Similarly, Galectin-9 interacts with PD-1, a receptor known for its inhibitory role in immune signaling. While PD-1’s glycosylation is less characterized, emerging studies suggest Galectin-9 preferentially binds specific N-glycans on its extracellular domain. This interaction may alter PD-1 receptor dynamics, affecting its engagement with PD-L1 or PD-L2. Some evidence suggests Galectin-9 promotes PD-1 clustering, enhancing inhibitory signaling, while other studies indicate it may compete with conventional ligands, modifying PD-1’s accessibility. The precise functional consequences remain an area of active investigation.

Effect On T-Cell Exhaustion

Persistent antigen exposure in chronic infections and malignancies drives T-cell exhaustion, marked by functional decline and sustained expression of inhibitory receptors. Galectin-9 influences this process through its interactions with glycosylated checkpoint receptors, affecting receptor clustering and signaling intensity.

In tumor microenvironments and chronic inflammation, elevated Galectin-9 levels correlate with increased exhaustion markers like PD-1, TIM-3, and LAG-3. High Galectin-9 concentrations coincide with reduced cytokine production and impaired T-cell proliferation, reinforcing the exhausted phenotype. Experimental models show that blocking Galectin-9 can partially restore T-cell function, suggesting its role in maintaining exhaustion. The severity of its effects depends on concentration and receptor glycosylation patterns, which vary across disease contexts.

Beyond maintaining exhaustion, Galectin-9 may contribute to epigenetic reprogramming of exhausted T cells. Persistent exposure has been linked to chromatin modifications that reinforce exhaustion-associated transcription, making functional recovery more challenging. Transcriptomic and epigenetic studies indicate Galectin-9 upregulates transcription factors like TOX and NR4A, central to exhaustion programming, extending its influence beyond receptor engagement.

Roles In Autoimmune Disorders

Dysregulated immune tolerance is a hallmark of autoimmune diseases, and Galectin-9 plays a role in balancing pathogenic and regulatory immune processes in conditions such as systemic lupus erythematosus (SLE), multiple sclerosis (MS), and rheumatoid arthritis (RA). Its expression levels fluctuate in these diseases, often correlating with severity, suggesting it can either exacerbate or mitigate pathology depending on context.

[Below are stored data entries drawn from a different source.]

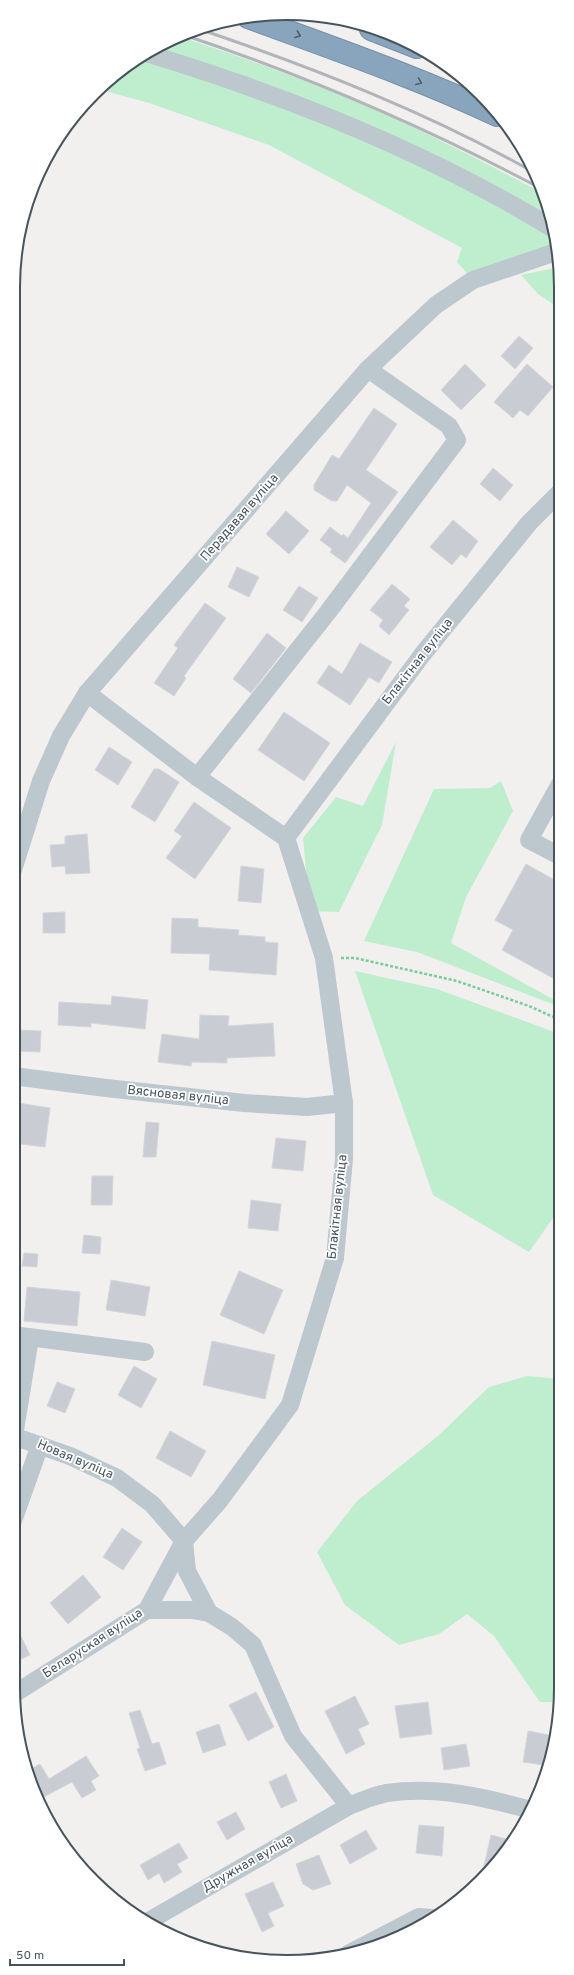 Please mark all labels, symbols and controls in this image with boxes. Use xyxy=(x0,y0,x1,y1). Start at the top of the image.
one-way arrow xyxy=(295,31,302,39)
one-way arrow xyxy=(416,78,423,86)
street label: Перадавая вуліца xyxy=(198,471,282,565)
street label: Блакітная вуліца xyxy=(379,616,457,708)
street label: Вясновая вуліца xyxy=(126,1083,230,1109)
street label: Блакітная вуліца xyxy=(325,1154,351,1260)
street label: Новая вуліца xyxy=(35,1437,115,1483)
street label: Беларуская вуліца xyxy=(40,1606,146,1682)
street label: Дружная вуліца xyxy=(200,1832,296,1896)
scale bar xyxy=(10,1941,124,1967)
text: 50 m xyxy=(16,1948,44,1964)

In SLE, elevated Galectin-9 levels in serum and affected tissues influence immune cell infiltration and inflammatory cascades. Some studies suggest Galectin-9 sustains chronic immune activation by interacting with autoreactive lymphocytes, while others highlight its role in promoting regulatory T-cell expansion, making it a potential biomarker for disease remission or therapeutic response. In MS, Galectin-9 modulates neuroinflammation by interacting with microglia and infiltrating T cells, affecting the balance between inflammatory and reparative responses in the central nervous system.